Très jeune, elle fait des pas de géant dans le monde du journalisme et s’impose dans l’émission de Laurent Ruquier, On n’est pas couché. Léa Salamé, fille de l’ancien ministre libanais Ghassan Salamé, a été élue femme de l’année 2014 en France. Ferme, osée, pertinente, elle est aussi intervieweuse sur France Inter et écoutée par des milliers d’auditeurs. Nous l’avons rencontrée dans le cadre d’une manifestation organisée par la Fondation May Chidiac et l’Association francophone de journalisme.
 

Depuis quelques mois, vous faites un tabac en France dans la célèbre émission On n’est pas couché. Vous menez en parallèle l’interview de 7h50 sur France Inter dans la matinale de Patrick Cohen. Comment se prépare une journée de travail?
Je n’ai plus de vie. Je ne fais que travailler. Je me lève à 5h et c’est parti. Arrivée à 6h à la radio, je fais l’interview et prépare celle du lendemain. Je rentre chez moi pour une courte sieste et commence à travailler jusqu’à 19h sur les invités de On n’est pas couché. Mon travail est certes épuisant, mais tellement passionnant. C’est une chance. Je suis tiraillée de doute en ce qui concerne mes prestations, mais je ne le montre pas. L’émission de Ruquier est une arène. Il faut qu’il se passe quelque chose et cela demande un travail monstrueux.

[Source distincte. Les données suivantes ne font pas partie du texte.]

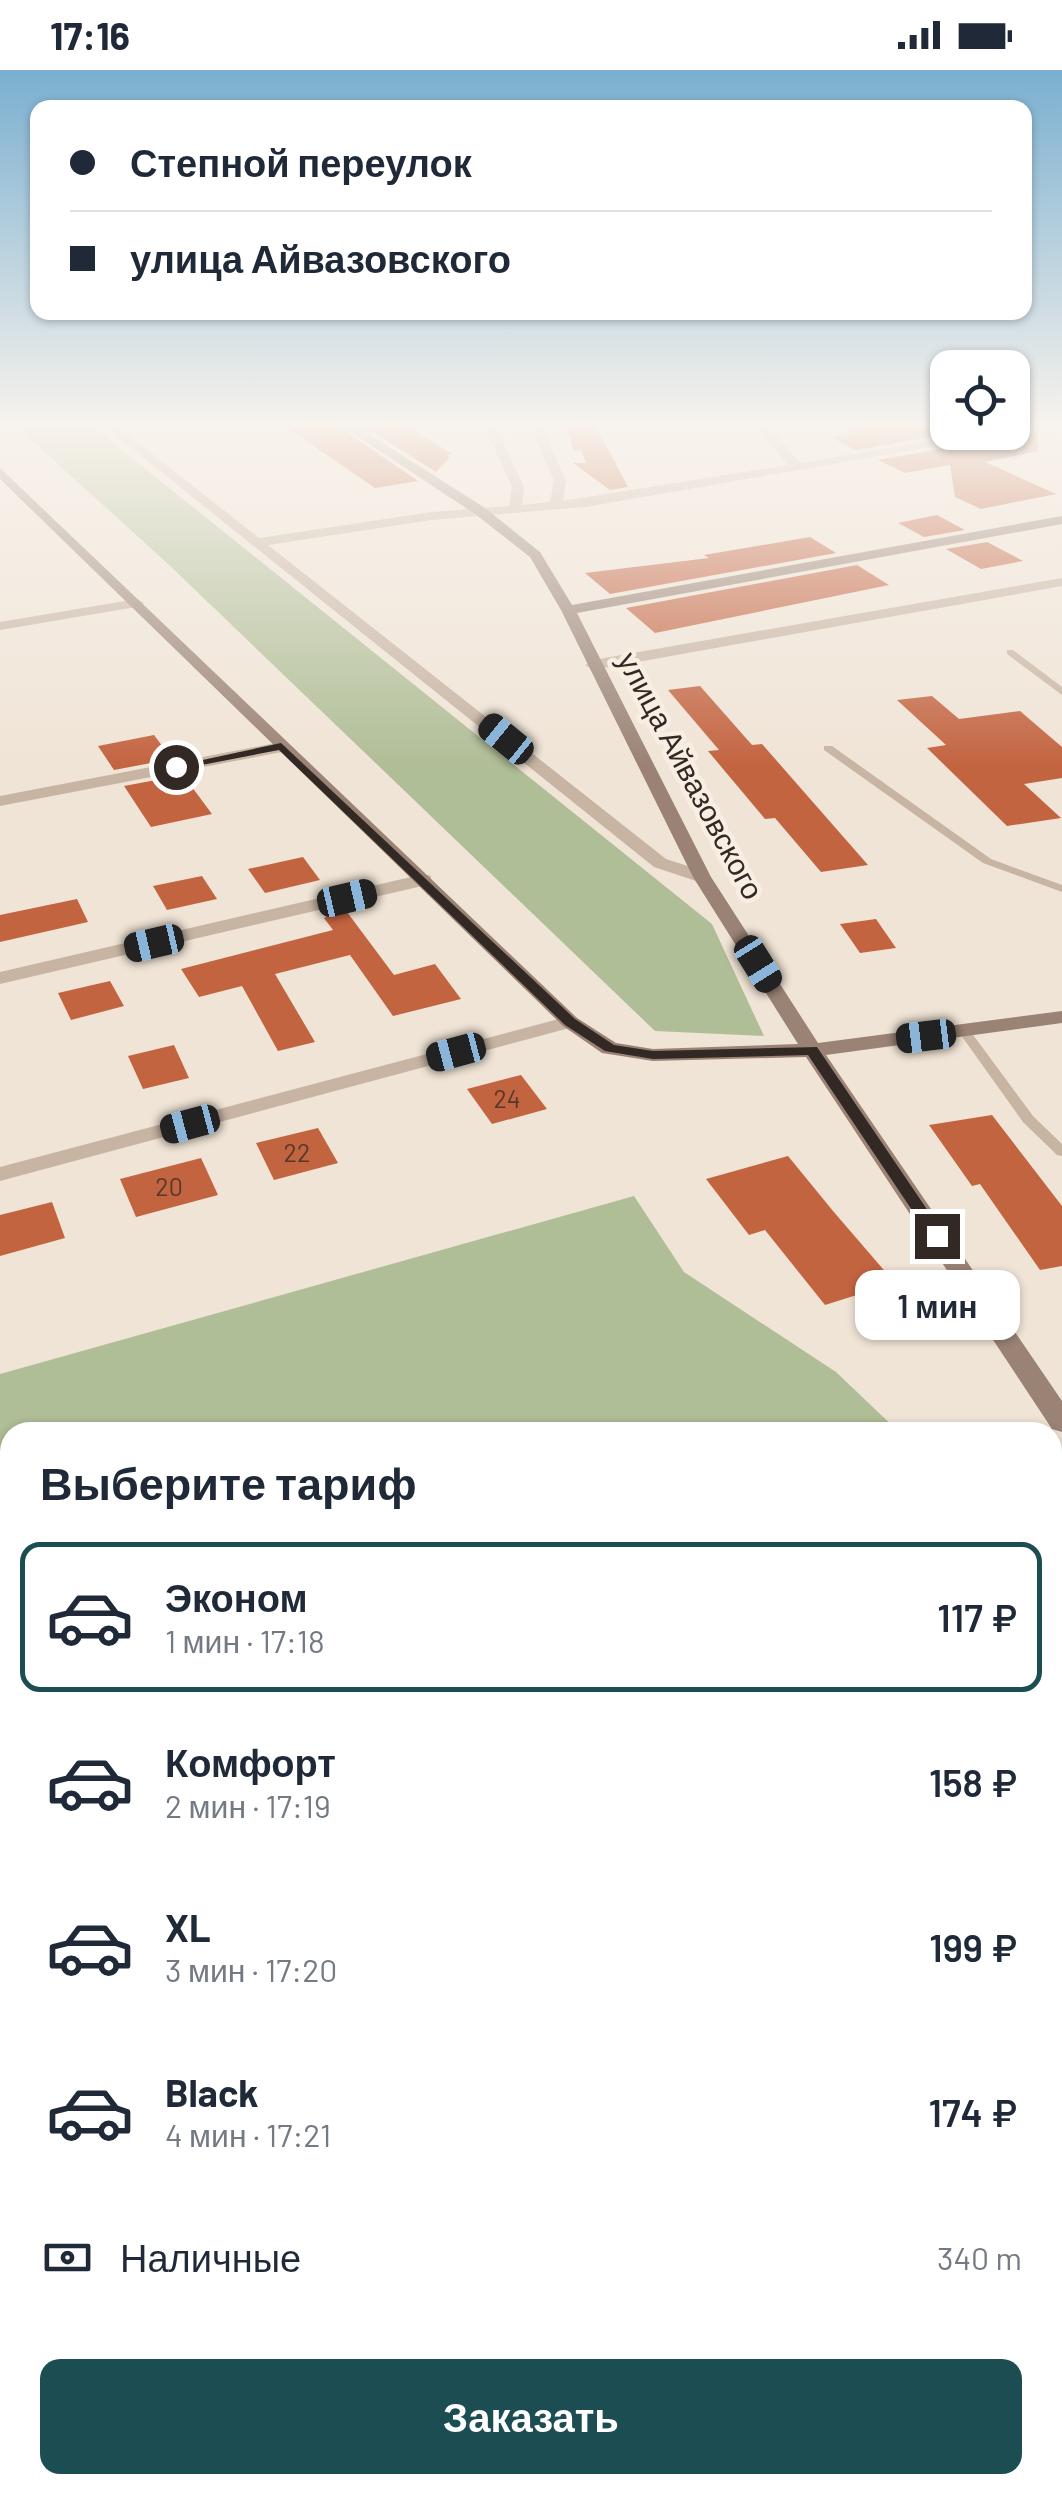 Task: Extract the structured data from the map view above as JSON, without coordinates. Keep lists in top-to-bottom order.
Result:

Quand avez-vous décidé de devenir journaliste? En tant que Libanaise, cela a dû être difficile de se faire une place au soleil…
En France, il y a une volonté de voir des visages différents. Des gens issus de la diversité. C’est un plus et non un moins d’être libanaise, et moi j’en suis très fière. Comme je suis fière de mes origines arméniennes héritées de ma mère. Jeune, j’étais perdue entre mes différentes identités et puis, un jour, je devais avoir 12 ans, mon oncle me dit «assume le fait d’être un millefeuille». Depuis, je suis en parfaite harmonie avec cela.

Votre prénom c’est Hala. Pourquoi l’avoir «transformé» en Léa?
En France, on prononçait Hala, Allah, et je subissais des méchancetés inouïes parce qu’on liait mon prénom à celui d’Allah. C’était hyper violent à mes oreilles. Alors, à 12 ans, je décide de changer de prénom.

Le 11 septembre, vous étiez à New York. Vous avez été même blessée puisque vous habitiez dans le périmètre des tours percutées par les avions terroristes. Qu’est-ce que ce moment a changé dans votre vie, vous qui aviez quitté le Liban pour ne pas vivre les affres de la guerre?
C’est à cet instant-là, en fait, que j’ai décidé de devenir journaliste. L’intensité de vivre le moment, d’être au plus près des événements, de sentir l’adrénaline qui monte…
J’ai voulu vivre cela au quotidien à travers mon métier et, puis, j’avais une grande admiration pour Samir Kassir, si beau, si charismatique avec une aura de liberté inouïe qui l’entoure. Je voulais devenir journaliste comme lui. Alors mon père m’a pistonnée pour un stage auprès de Jean-Pierre Elkabbach. Oui, il l’a fait et j’assume cela mais, par la suite, j’ai gravi toute seule les échelons.

Vous consultez votre père dans le cadre de votre travail?
Cela m’arrive, mais je ne le fais pas systématiquement.

Comment vivez-vous le problème identitaire qui secoue la France aujourd’hui?
Je refuse de pointer du doigt les musulmans. Il y a, certes, un problème identitaire en France. Je comprends les Français de souche qui voient leurs modules traditionnels changer avec les magasins halal, le port du voile… mais il faut ouvrir les yeux et voir les choses comme elles sont…

Quel politicien libanais aimeriez-vous interviewer?
Walid Joumblatt. Et celui avec qui j’aimerais parler politique, c’est Samir Frangié.